[Collection entries]
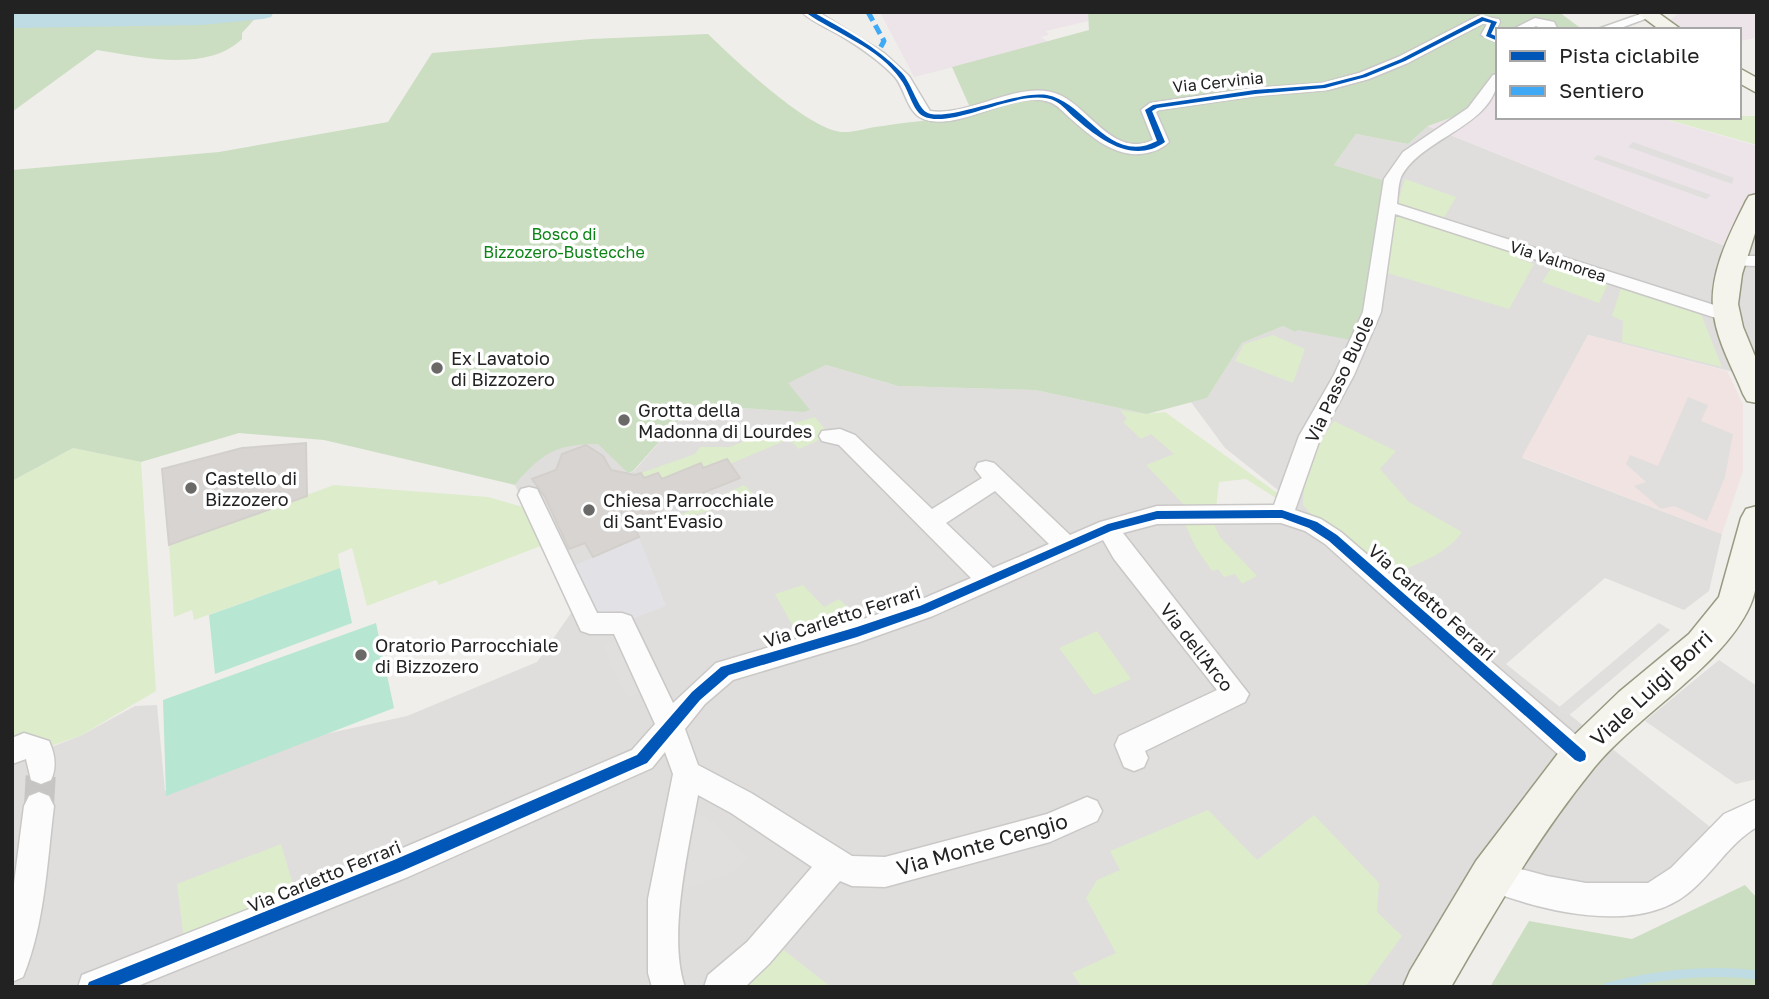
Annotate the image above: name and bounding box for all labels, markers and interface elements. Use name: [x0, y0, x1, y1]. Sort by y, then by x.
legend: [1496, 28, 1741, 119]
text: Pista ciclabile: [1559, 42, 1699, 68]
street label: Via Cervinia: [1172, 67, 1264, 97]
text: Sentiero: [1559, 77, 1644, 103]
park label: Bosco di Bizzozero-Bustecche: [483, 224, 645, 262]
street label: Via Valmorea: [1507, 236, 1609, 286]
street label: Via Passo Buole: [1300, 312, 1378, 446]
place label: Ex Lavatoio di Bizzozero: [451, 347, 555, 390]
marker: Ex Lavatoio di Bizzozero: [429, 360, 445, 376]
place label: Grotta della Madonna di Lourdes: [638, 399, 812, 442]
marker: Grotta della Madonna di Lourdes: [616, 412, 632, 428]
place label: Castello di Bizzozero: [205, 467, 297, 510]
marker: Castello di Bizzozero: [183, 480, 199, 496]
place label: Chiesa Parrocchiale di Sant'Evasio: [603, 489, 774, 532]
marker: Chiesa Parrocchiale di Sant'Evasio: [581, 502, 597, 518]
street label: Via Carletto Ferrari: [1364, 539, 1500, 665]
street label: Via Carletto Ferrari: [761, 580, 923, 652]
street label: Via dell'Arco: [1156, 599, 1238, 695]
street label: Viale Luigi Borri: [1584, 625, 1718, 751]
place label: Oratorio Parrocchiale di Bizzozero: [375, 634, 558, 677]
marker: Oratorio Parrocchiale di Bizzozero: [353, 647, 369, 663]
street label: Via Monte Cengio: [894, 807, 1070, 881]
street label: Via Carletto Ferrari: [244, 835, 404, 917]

TRY IT: Starting with the top line, write out all the data above exactly; keep the pictures out.

FINAL ANSWER:
Annotate the image above: name and bounding box for all labels, markers and interface elements. Use name: [x0, y0, x1, y1]. Sort by y, then by x.
legend: [1496, 28, 1741, 119]
text: Pista ciclabile: [1559, 42, 1699, 68]
street label: Via Cervinia: [1172, 67, 1264, 97]
text: Sentiero: [1559, 77, 1644, 103]
park label: Bosco di Bizzozero-Bustecche: [483, 224, 645, 262]
street label: Via Valmorea: [1507, 236, 1609, 286]
street label: Via Passo Buole: [1300, 312, 1378, 446]
place label: Ex Lavatoio di Bizzozero: [451, 347, 555, 390]
marker: Ex Lavatoio di Bizzozero: [429, 360, 445, 376]
place label: Grotta della Madonna di Lourdes: [638, 399, 812, 442]
marker: Grotta della Madonna di Lourdes: [616, 412, 632, 428]
place label: Castello di Bizzozero: [205, 467, 297, 510]
marker: Castello di Bizzozero: [183, 480, 199, 496]
place label: Chiesa Parrocchiale di Sant'Evasio: [603, 489, 774, 532]
marker: Chiesa Parrocchiale di Sant'Evasio: [581, 502, 597, 518]
street label: Via Carletto Ferrari: [1364, 539, 1500, 665]
street label: Via Carletto Ferrari: [761, 580, 923, 652]
street label: Via dell'Arco: [1156, 599, 1238, 695]
street label: Viale Luigi Borri: [1584, 625, 1718, 751]
place label: Oratorio Parrocchiale di Bizzozero: [375, 634, 558, 677]
marker: Oratorio Parrocchiale di Bizzozero: [353, 647, 369, 663]
street label: Via Monte Cengio: [894, 807, 1070, 881]
street label: Via Carletto Ferrari: [244, 835, 404, 917]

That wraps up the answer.